Integrating BadgerDB into the Mux Data processors was straightforward, largely thanks to a simple Store interface used by all of our cache implementations, embedded or remote:

type Store interface {
	Set(context.Context, []*CacheEntry) error
	Get(context.Context, string) (*CacheResult, error)
	Close(context.Context) error
	MarkCacheActive(context.Context)
}

The Set and Get functions are self-explanatory.

type CacheResult struct {
	Exists bool
	Value  []byte
}

type CacheEntry struct {
	Key   string
	Value []byte
}

func (b *badgerDBStore) Set(ctx context.Context, entries []*CacheEntry) error {
	wb := b.db.NewWriteBatch()
	defer wb.Cancel()
	for _, v := range entries {
		entry := badger.NewEntry([]byte(v.Key), v.Value).WithTTL(b.SweepTTL)
		if err := wb.SetEntry(entry); err != nil {
			ctx.Log().Errorf("Error writing key and value to BadgerDB as part of a batch: %v", err)
			return err
		}
	}

	err := wb.Flush()
	if err != nil {
		ctx.Log().Errorf("Error flushing write batch to BadgerDB: %v", err)
		return err
	}
	return nil
}

func (b *badgerDBStore) Get(ctx context.Context, key string) (*CacheResult, error) {
	var val []byte
	if err := b.db.View(func(tx *badger.Txn) error {
		dbVal, err := tx.Get([]byte(key))
		if err != nil {
			return err
		}
		return dbVal.Value(func(v []byte) error {
			val = v
			return nil
		})
	}); err != nil && err != badger.ErrKeyNotFound {
		ctx.Log().Errorf("Error performing Get to BadgerDB: %v", err)
		return nil, err
	}

	if val != nil {
		return &CacheResult{true, val}, nil
	}
	return &CacheResult{false, []byte{}}, nil
}

The Close function performs any finalization of the cache, including writing the cache to S3 storage, which happens only if the cache was marked as active (in use) via a call to MarkCacheActive.

Disk storage

There’s also the issue of data storage. Our Riak cluster used AWS Elastic Block Store (EBS) volumes for storage. Shifting cache storage to the event processor pods in our Kubernetes cluster required us to add support for local ephemeral storage on the associated Kubernetes nodes.

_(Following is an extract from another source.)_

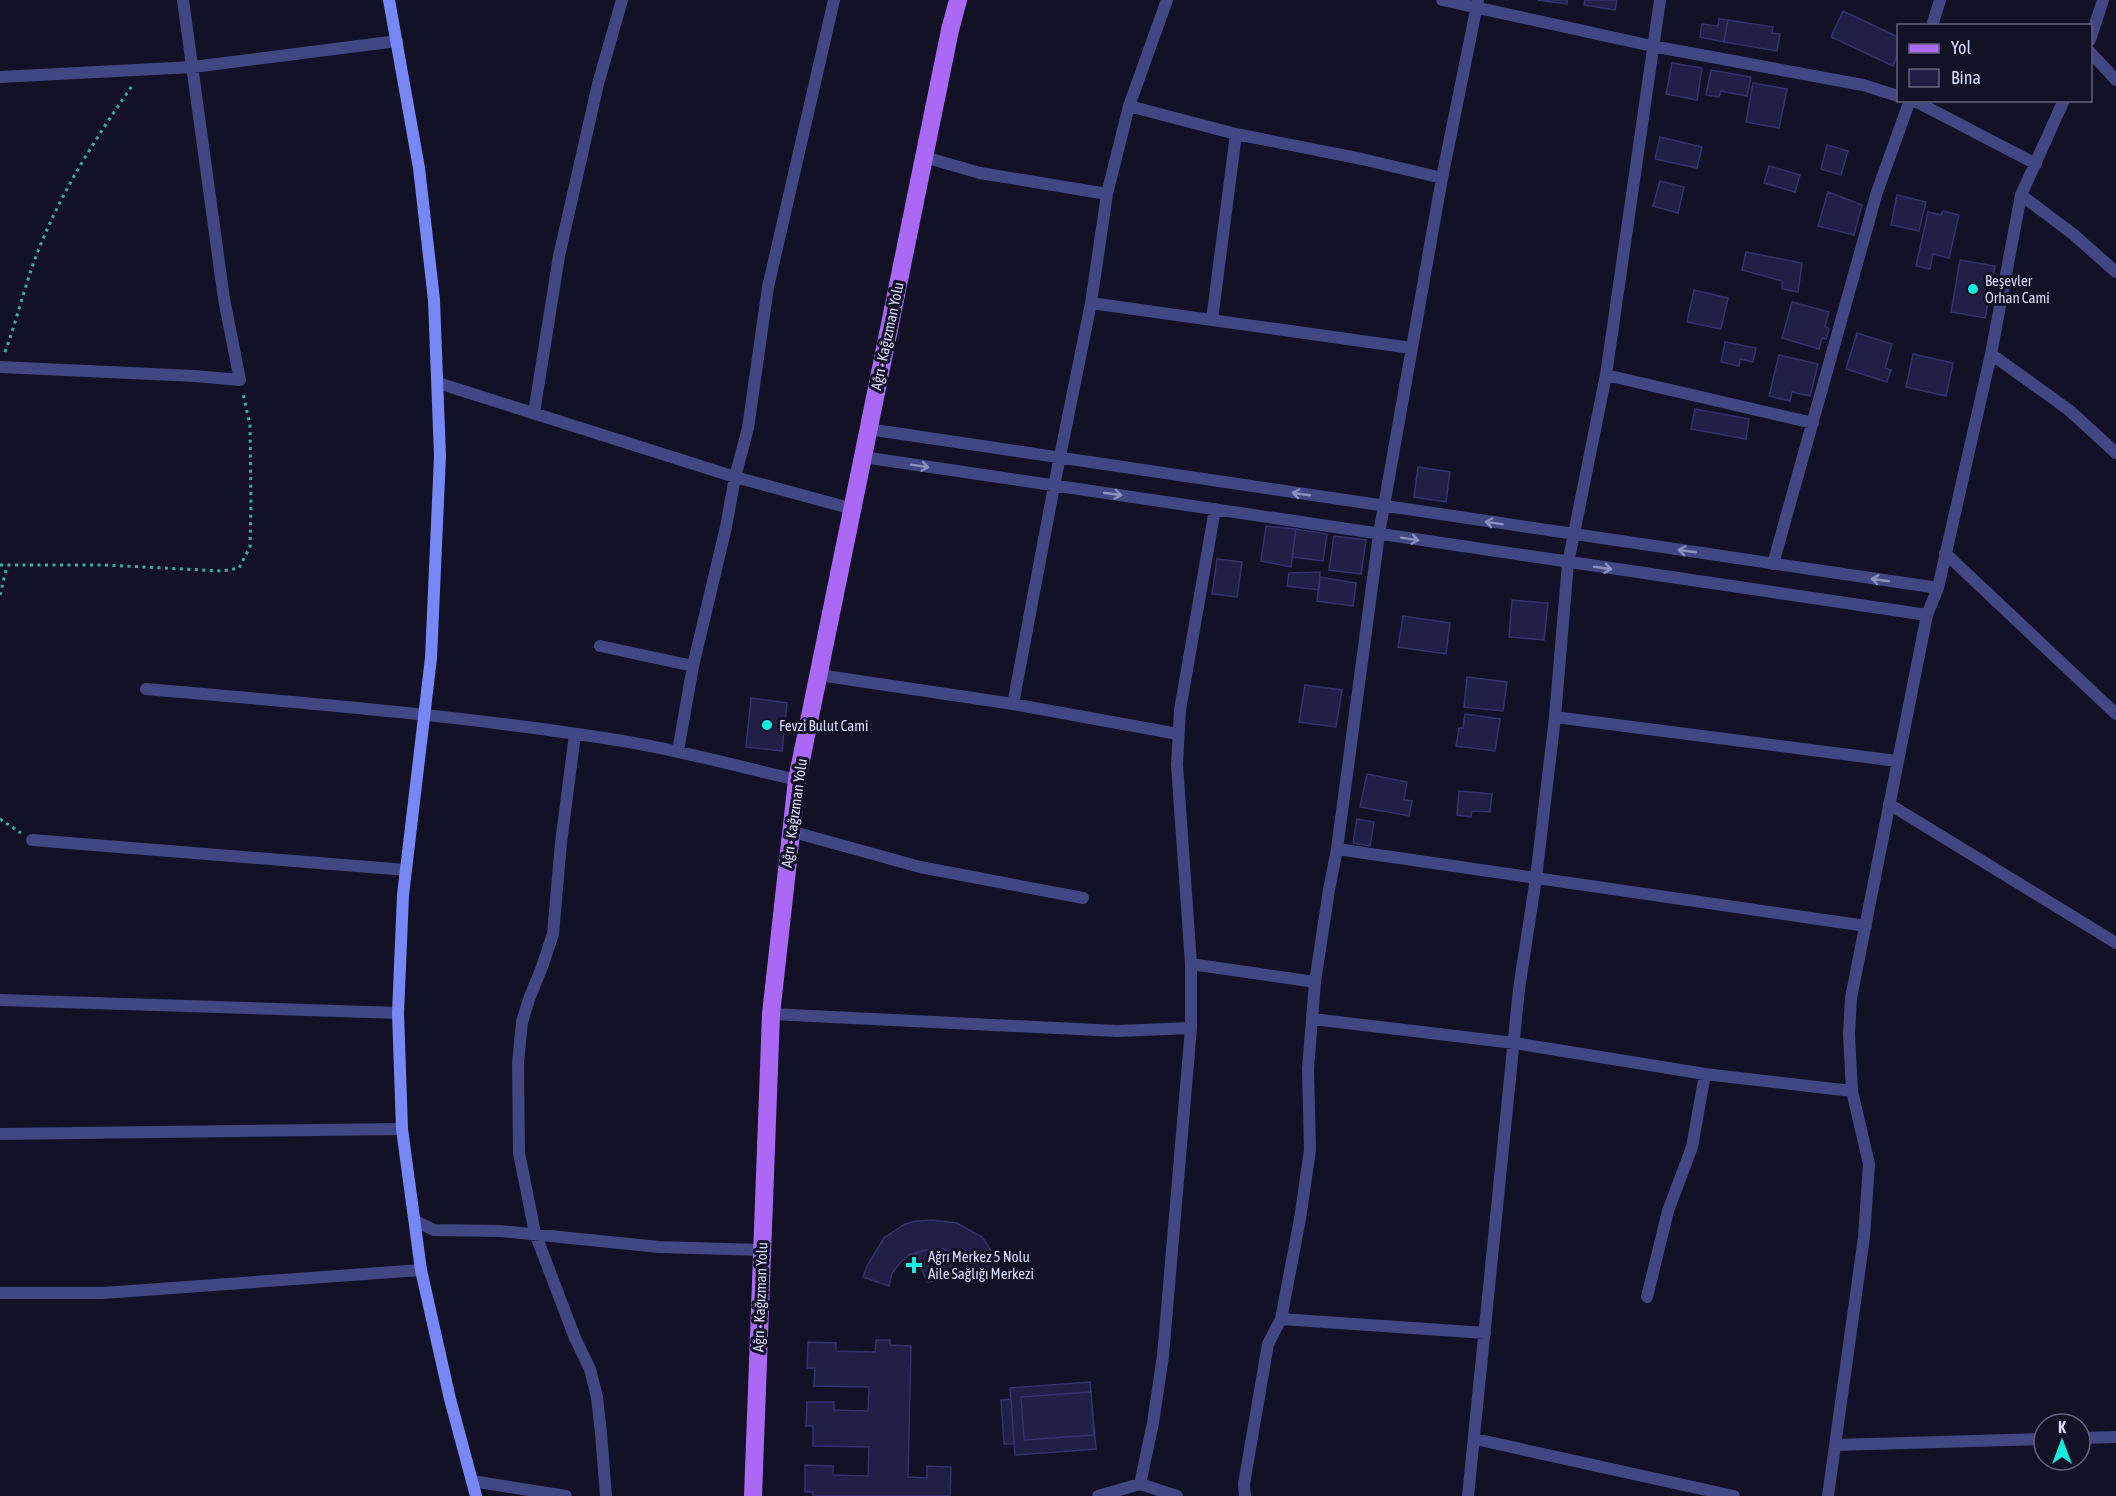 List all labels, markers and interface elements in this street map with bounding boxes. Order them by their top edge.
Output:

Mux Data runs in AWS and has largely used the m5 family of EC2 instance types. We moved from m5 to m5d instances to gain access to ephemeral node-local storage that could be used for temporary storage of the BadgerDB KV cache files. This storage makes use of locally attached SSDs that offer high throughput without the network variability that comes from EBS.

The use of local attached storage meant we no longer had contention on a shared networked resource (the network, Riak, or EBS), which is especially important when responding to viewership spikes during live events.

Results

Since migrating our inflight KV store from Riak to BadgerDB, we’ve seen significantly lower latency from the processors, even at levels of scale that were 4x what we handled with Riak. Elimination of the network request to Riak for each KV set and get operation has made handling view stop-and-start behavior a non-issue.

We’ve also been able to handle significantly larger-scale events without any scaling concerns from the event processors. By removing external dependencies for hot code paths, we have been able to perform more predictably and with lower latency.

Finally, elimination of the statically scaled Riak cluster and its replacement of an embedded KV store in the autoscaled event processors has reduced operational costs and complexity.

Conclusion

Our journey in the migration from Riak to BadgerDB has been both challenging and eye-opening. We’ve made significant investments in Mux Data’s scalability and performance, and we’re proud to share our insights with the broader engineering community.

Our experiences have shown us that while distributed KV stores have their place in software architectures, they can prove difficult to scale at certain levels. We have found that embedded KV stores and a “Shared Nothing” architecture can be an effective solution to this problem. However, it’s crucial to consider the problems you’re optimizing for and their frequency.

Scaling an application to these levels can be challenging, but it’s also evidence that you’ve built something people want. At Mux, we believe in continuous learning and improvement. This project has not only allowed us to grow, but also reinforced our commitment to delivering high-quality, efficient, and performant solutions.

We're excited about the future of Mux Data and look forward to sharing more of our journey with you. Thank you for joining us on this adventure, and we invite you to stay tuned for more updates on our progress and learnings.